| Exercise brief |
The entire listing that follows must be repeated exactly, pictures excluded.

Start of Block

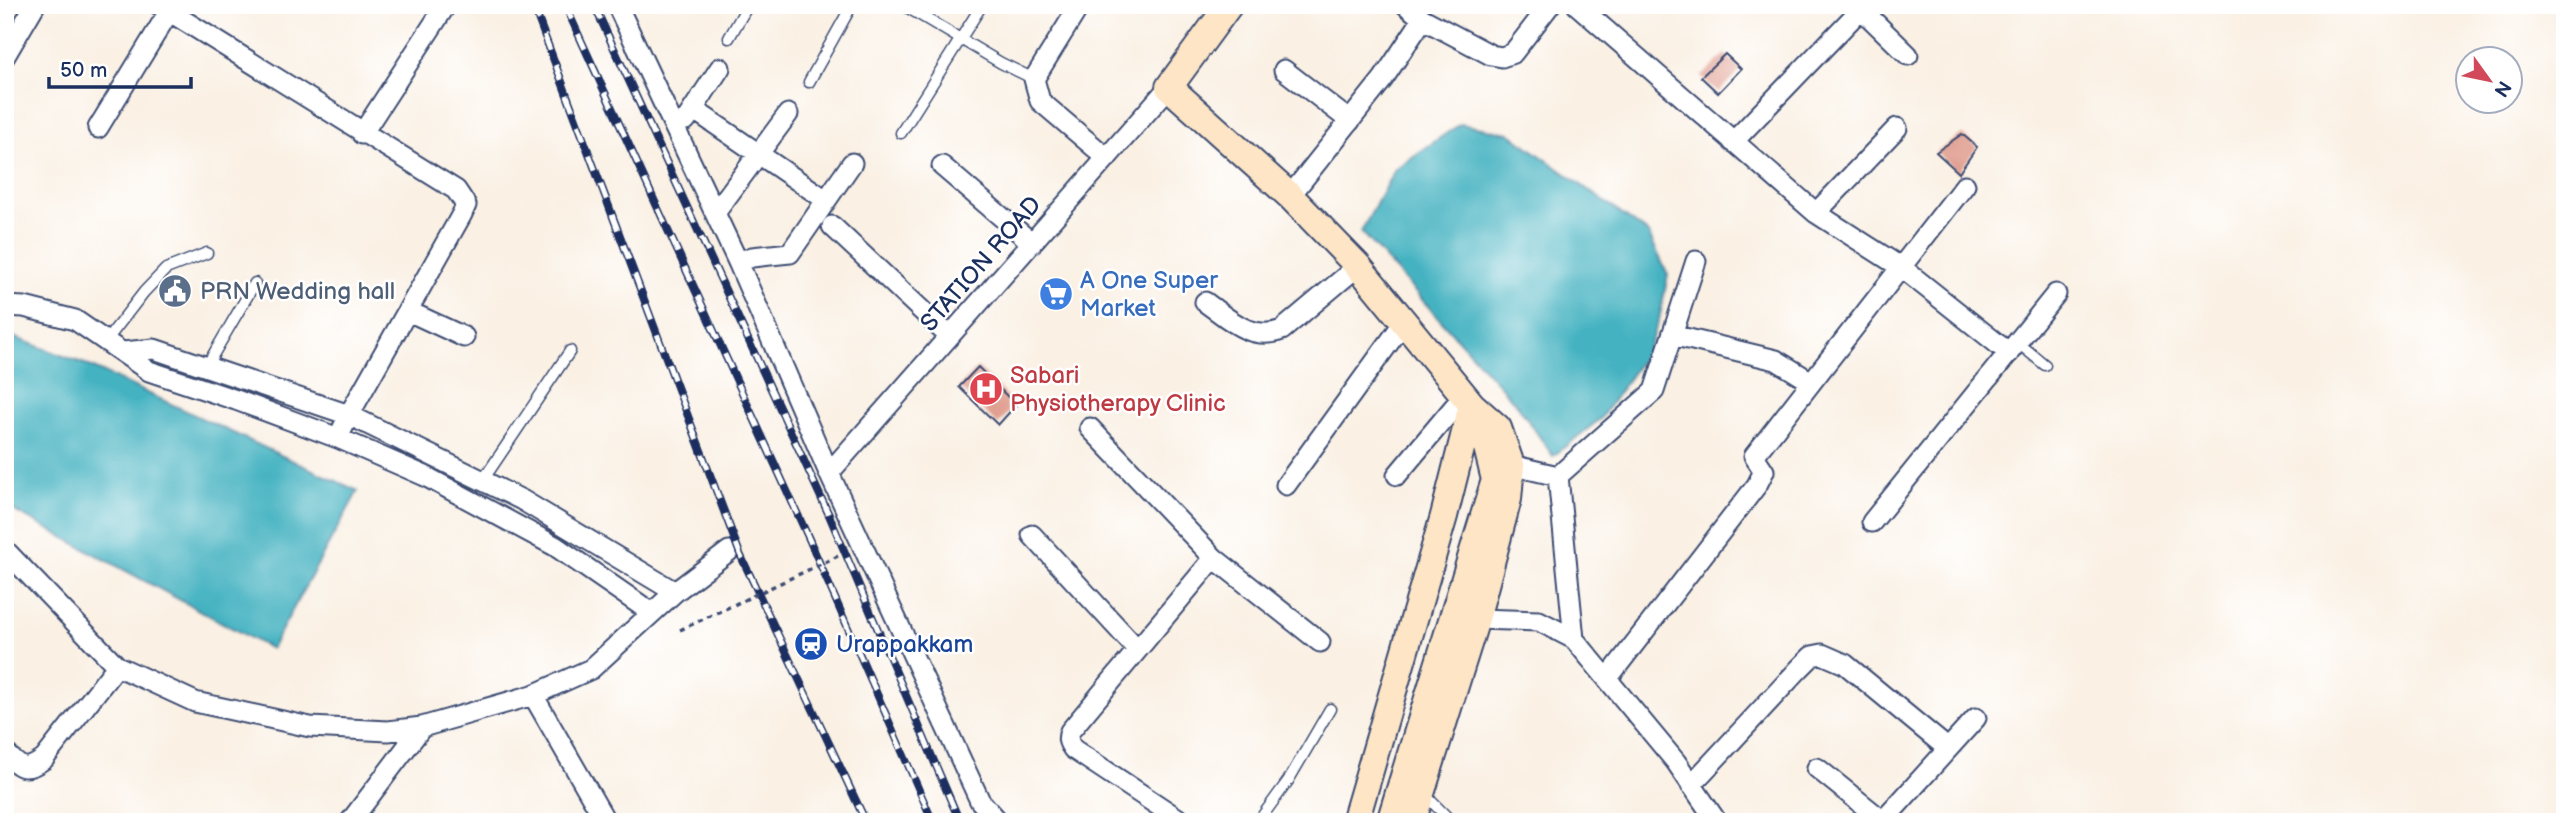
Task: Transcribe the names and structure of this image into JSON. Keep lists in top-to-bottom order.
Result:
{
  "streets": {
    "street": ["STATION ROAD"]
  },
  "places": {
    "public building": ["PRN Wedding hall"],
    "supermarket": ["A One Super Market"],
    "hospital": ["Sabari Physiotherapy Clinic"],
    "station": ["Urappakkam"]
  },
  "scale_bar": "50 m",
  "north": "bottom right"
}
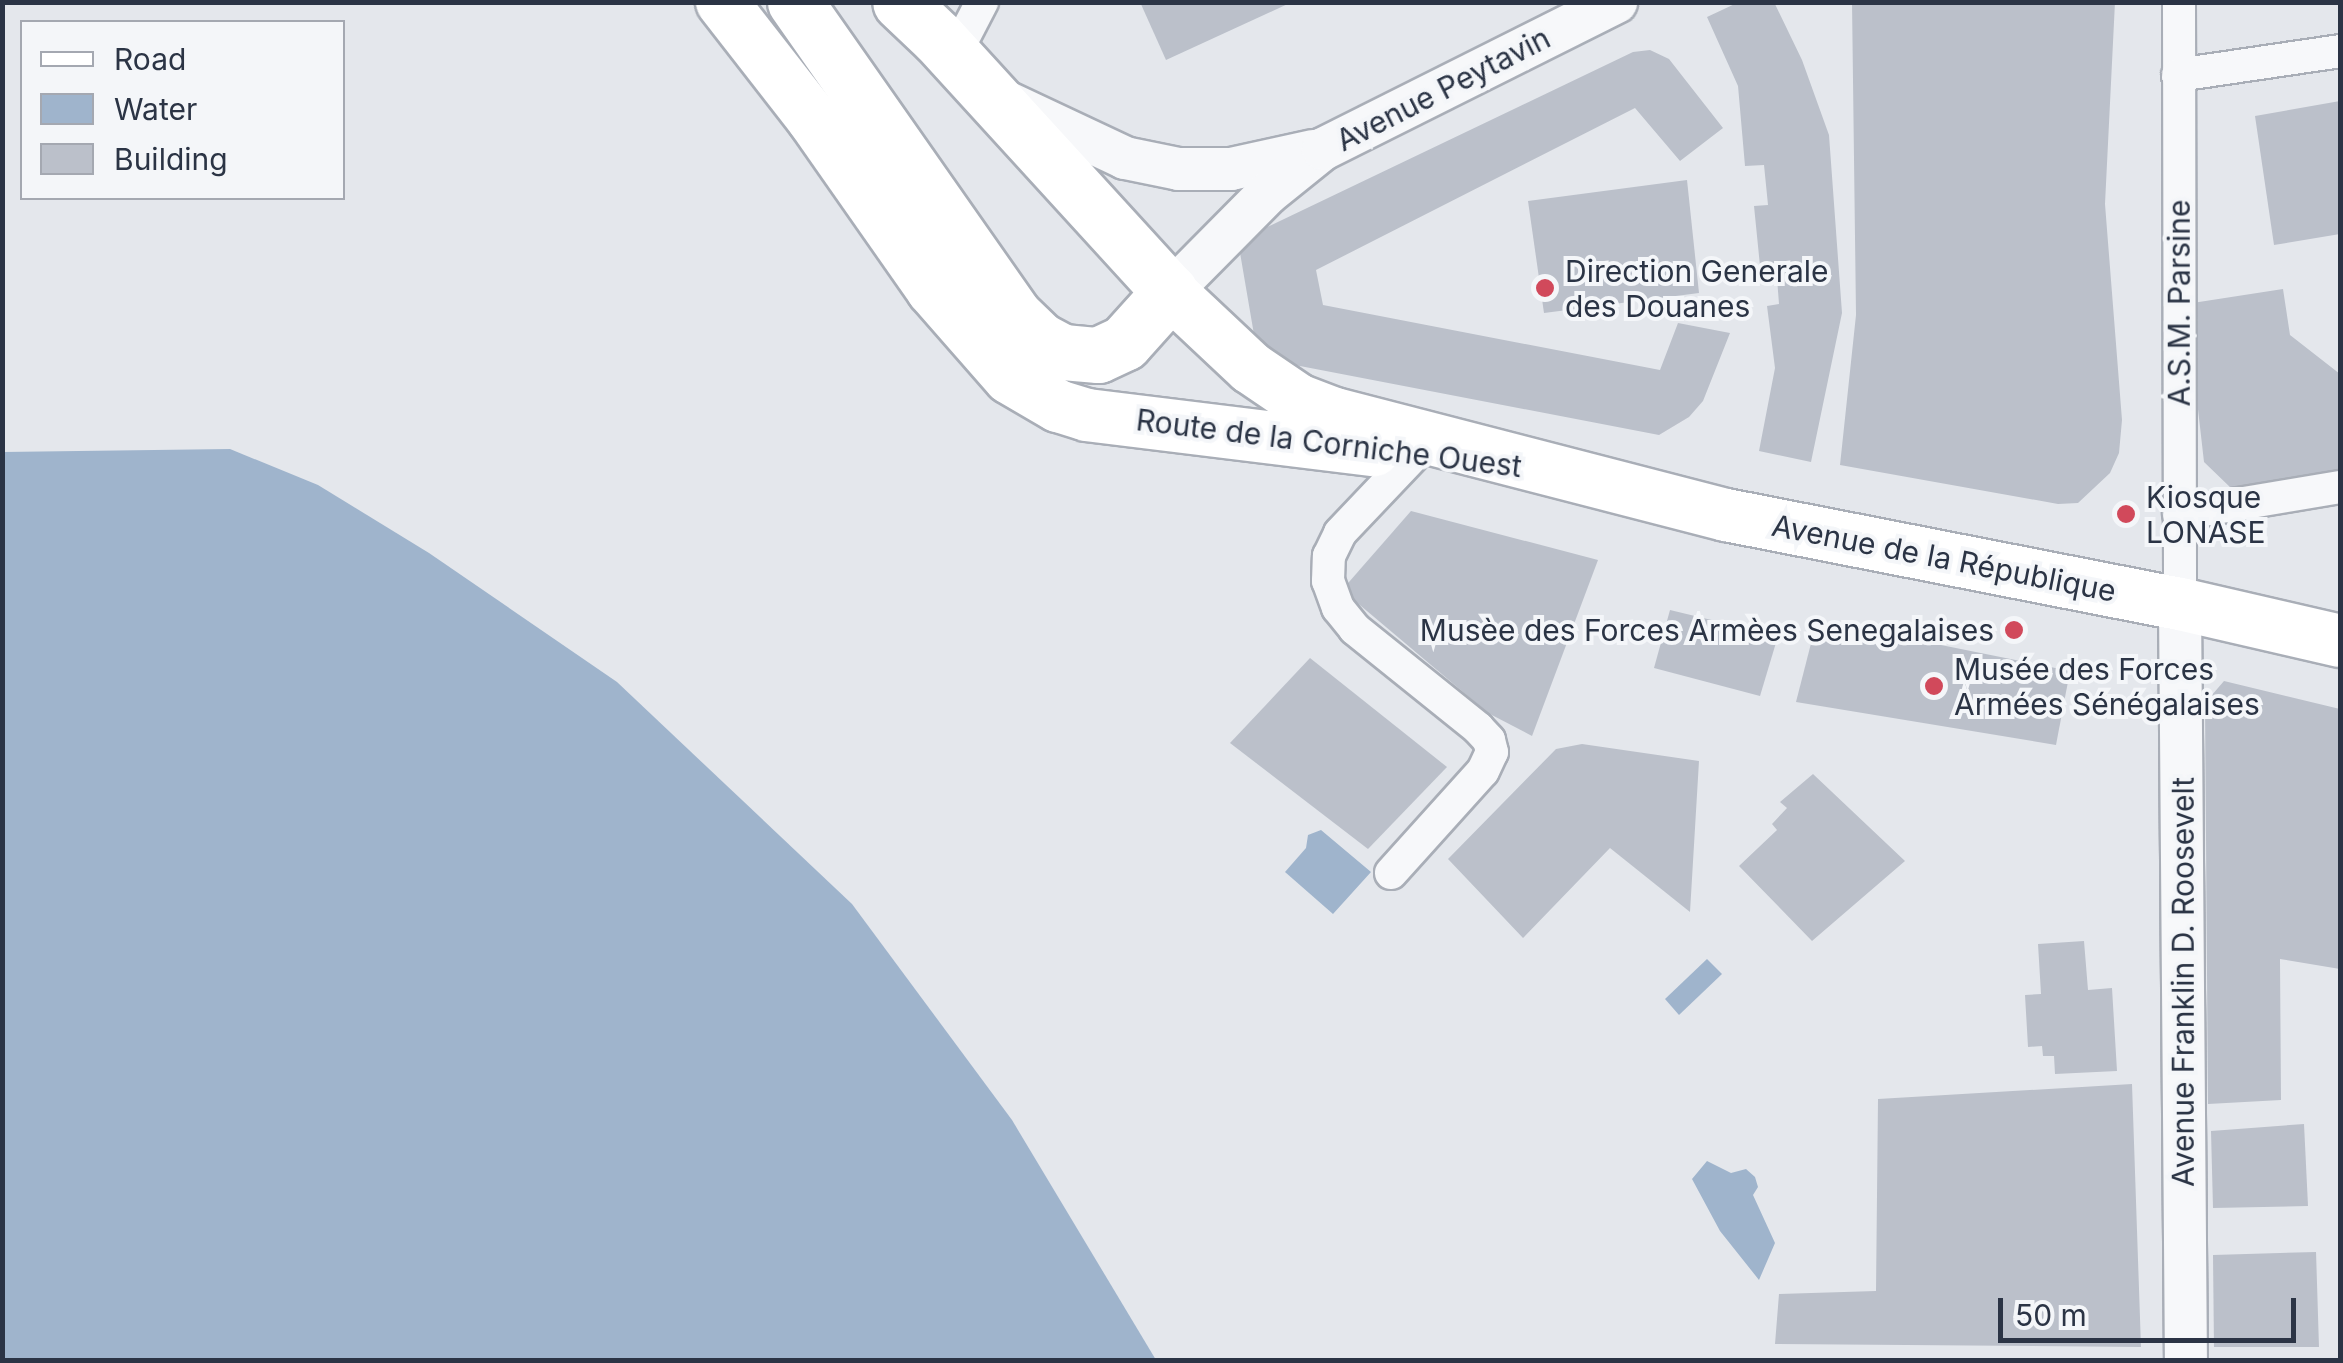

End of Block

| Output for this task |
Task: Transcribe the names and structure of this image into JSON. Keep lists in top-to-bottom order.
Result:
{
  "streets": {
    "street": ["STATION ROAD"]
  },
  "places": {
    "public building": ["PRN Wedding hall"],
    "supermarket": ["A One Super Market"],
    "hospital": ["Sabari Physiotherapy Clinic"],
    "station": ["Urappakkam"]
  },
  "scale_bar": "50 m",
  "north": "bottom right"
}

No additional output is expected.